_Stored data entries_.
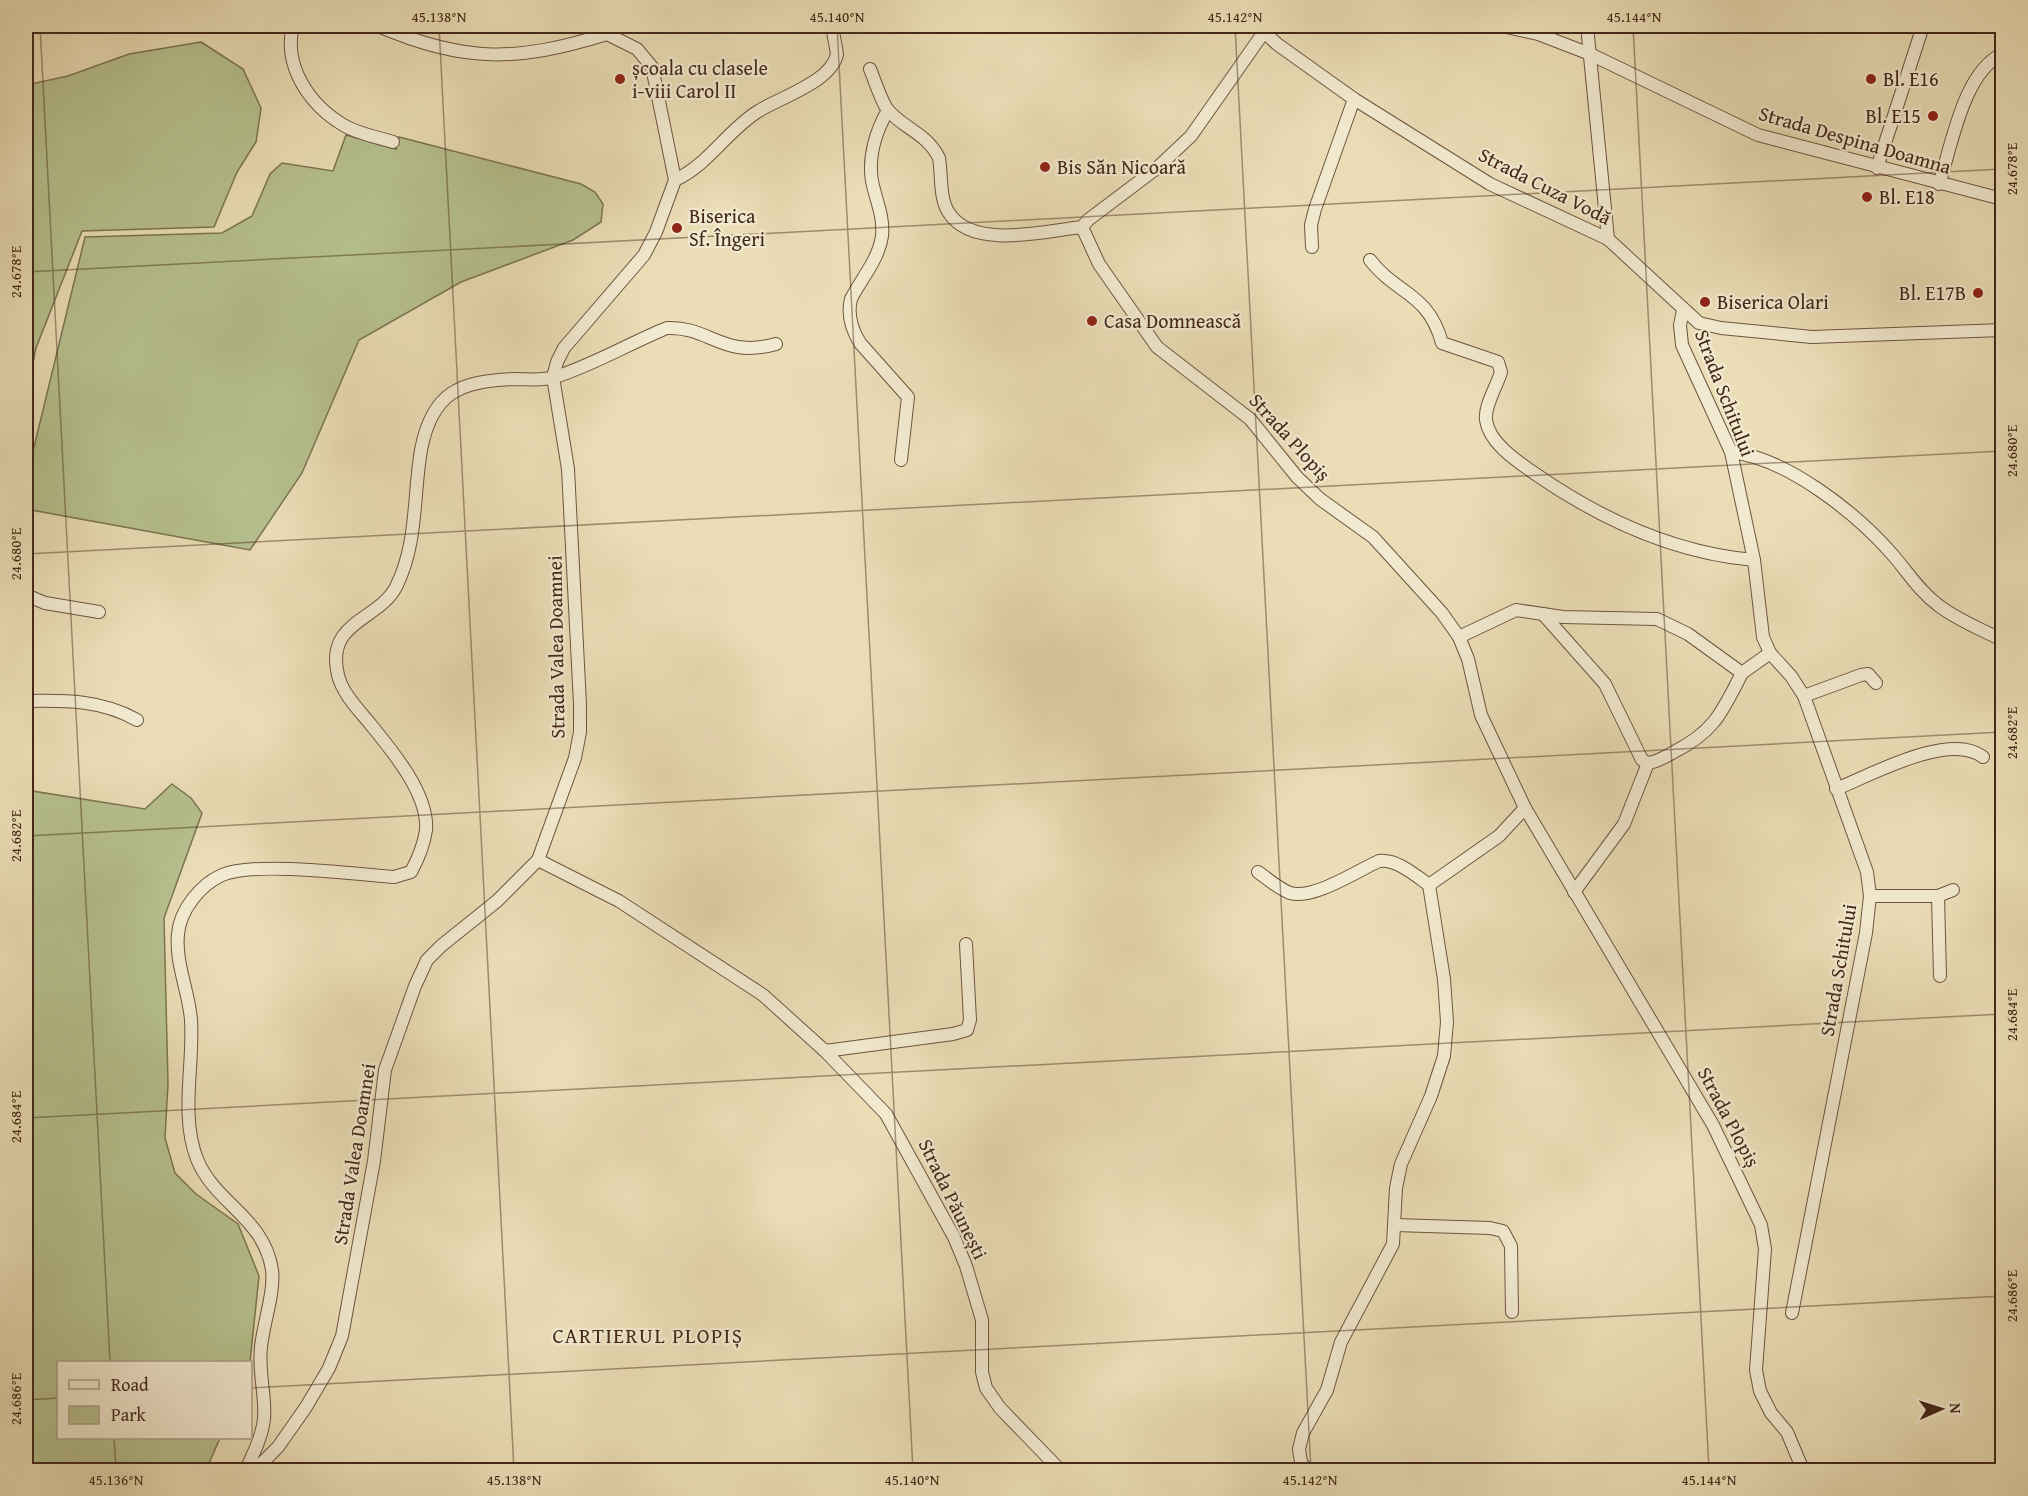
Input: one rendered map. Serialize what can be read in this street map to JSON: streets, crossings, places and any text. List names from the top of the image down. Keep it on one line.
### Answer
{"streets":{"street":["Strada Despina Doamna","Strada Cuza Vodă","Strada Schitului","Strada Plopiș","Strada Valea Doamnei","Strada Păunești"]},"crossings":[["Strada Cuza Vodă","Strada Schitului"],["Strada Valea Doamnei","Strada Păunești"]],"districts":["CARTIERUL PLOPIȘ"],"places":["școala cu clasele i-viii Carol II","Bl. E16","Bl. E15","Bis Săn Nicoară","Bl. E18","Biserica Sf. Îngeri","Bl. E17B","Biserica Olari","Casa Domnească"],"legend":["Road","Park"],"north":"right","coordinates":["45.138°N","45.140°N","45.142°N","45.144°N","24.678°E","24.680°E","24.682°E","24.684°E","24.686°E","45.136°N"]}
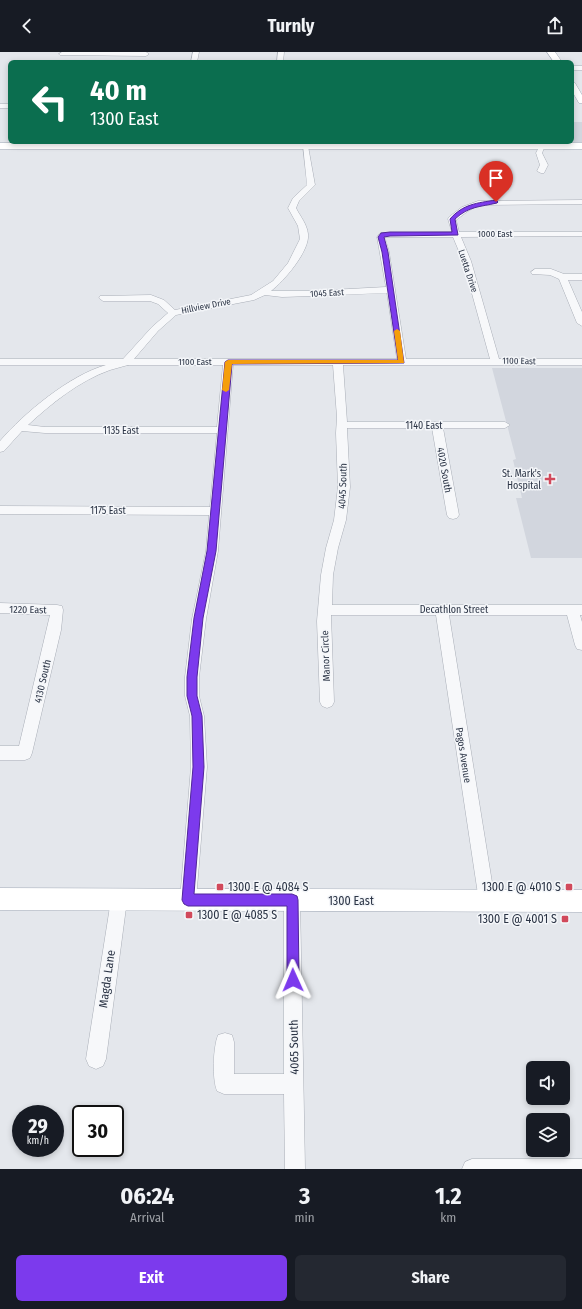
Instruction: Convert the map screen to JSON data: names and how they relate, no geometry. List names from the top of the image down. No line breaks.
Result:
{"streets":{"main road":["1300 East"],"street":["1000 East","Luetta Drive","1045 East","Hillview Drive","1100 East","1140 East","1135 East","4020 South","4045 South","1175 East","1220 East","Decathlon Street","Manor Circle","4130 South","Pagos Avenue","Magda Lane","4065 South"]},"crossings":[["1000 East","Luetta Drive"],["1000 East","1045 East"],["Luetta Drive","1100 East"],["1045 East","Hillview Drive"],["Hillview Drive","1100 East"],["Hillview Drive","1135 East"],["1100 East","4045 South"],["1140 East","4020 South"],["1140 East","4045 South"],["4045 South","Decathlon Street"],["4045 South","Manor Circle"],["1220 East","4130 South"],["Decathlon Street","Manor Circle"],["Decathlon Street","Pagos Avenue"],["Pagos Avenue","1300 East"],["1300 East","Magda Lane"],["1300 East","4065 South"]],"places":{"health":["St. Mark's Hospital"],"transit":["1300 E @ 4084 S","1300 E @ 4010 S","1300 E @ 4085 S","1300 E @ 4001 S"]},"page":{"header":"Turnly","turn":["40 m","1300 East"],"speed":"29 km/h","limit":"30","eta":["06:24","Arrival","3","min","1.2","km"],"buttons":["Exit","Share"]}}
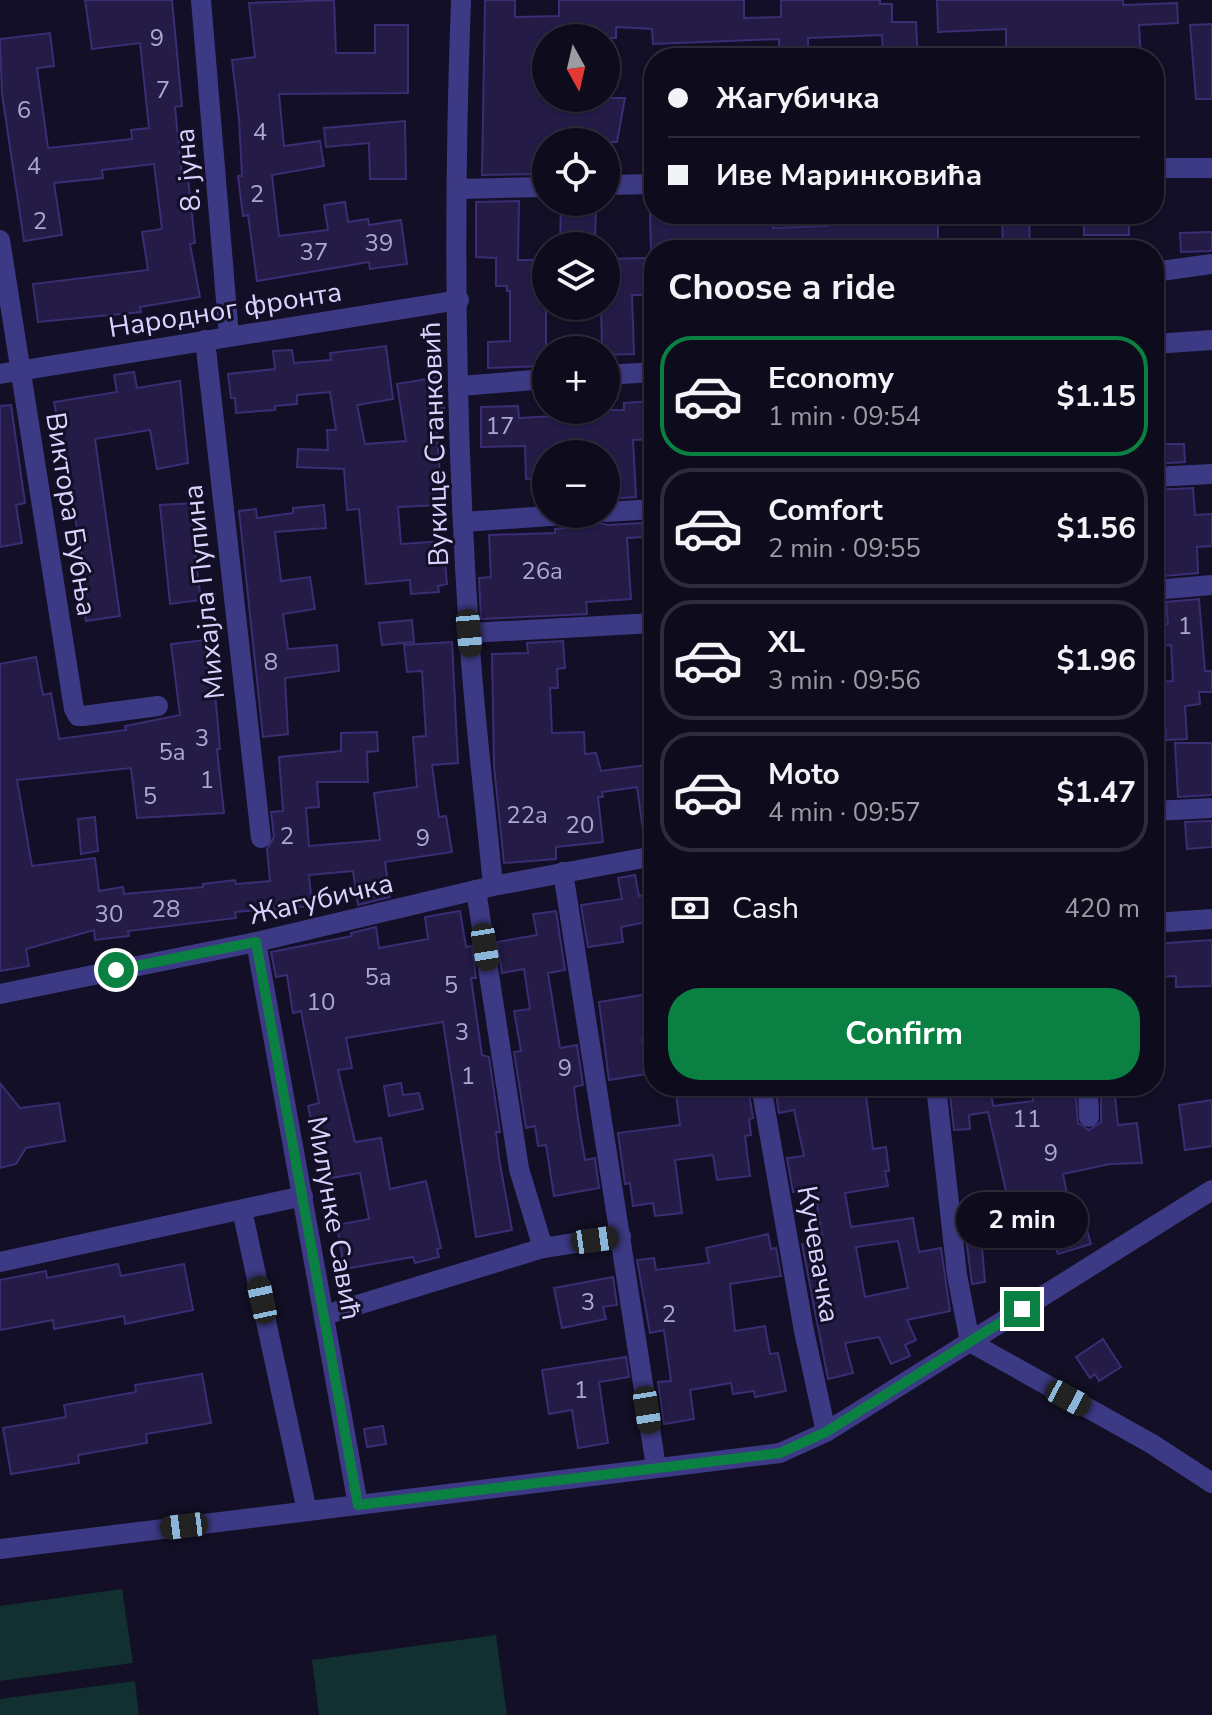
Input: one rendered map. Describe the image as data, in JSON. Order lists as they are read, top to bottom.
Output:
{
  "streets": {
    "street": [
      "8. јуна",
      "Народног фронта",
      "Вукице Станковић",
      "Виктора Бубња",
      "Михајла Пупина",
      "Жагубичка",
      "Милунке Савић",
      "Кучевачка"
    ]
  },
  "crossings": [
    ["8. јуна", "Народног фронта"],
    ["Народног фронта", "Вукице Станковић"],
    ["Народног фронта", "Виктора Бубња"],
    ["Народног фронта", "Михајла Пупина"],
    ["Вукице Станковић", "Жагубичка"],
    ["Жагубичка", "Милунке Савић"]
  ],
  "house_numbers": [
    "9",
    "7",
    "6",
    "4",
    "4",
    "2",
    "2",
    "39",
    "37",
    "17",
    "26a",
    "1",
    "8",
    "3",
    "5a",
    "1",
    "5",
    "22a",
    "20",
    "2",
    "9",
    "28",
    "30",
    "5a",
    "5",
    "10",
    "3",
    "9",
    "1",
    "11",
    "9",
    "3",
    "2",
    "1"
  ],
  "north": "bottom",
  "page": {
    "map_buttons": ["+", "−"],
    "banner": ["Жагубичка", "Иве Маринковића"],
    "heading": "Choose a ride",
    "list": [
      {
        "name": "Economy",
        "note": "1 min · 09:54",
        "value": "$1.15"
      },
      {
        "name": "Comfort",
        "note": "2 min · 09:55",
        "value": "$1.56"
      },
      {
        "name": "XL",
        "note": "3 min · 09:56",
        "value": "$1.96"
      },
      {
        "name": "Moto",
        "note": "4 min · 09:57",
        "value": "$1.47"
      }
    ],
    "pay": ["Cash", "420 m"],
    "buttons": "Confirm",
    "bubble": "2 min"
  }
}
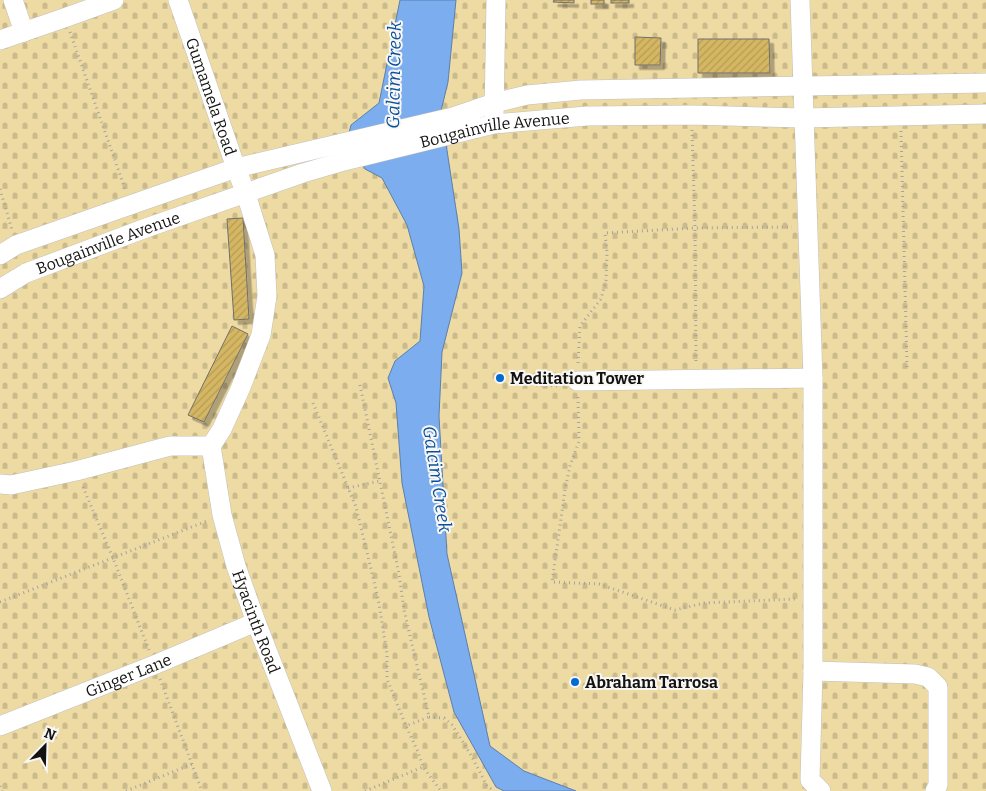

_Exercise goal_. Every line that contains the string "Вукице" should be returned from the data.

_Exercise solution_.
      "Вукице Станковић",
    ["Народног фронта", "Вукице Станковић"],
    ["Вукице Станковић", "Жагубичка"],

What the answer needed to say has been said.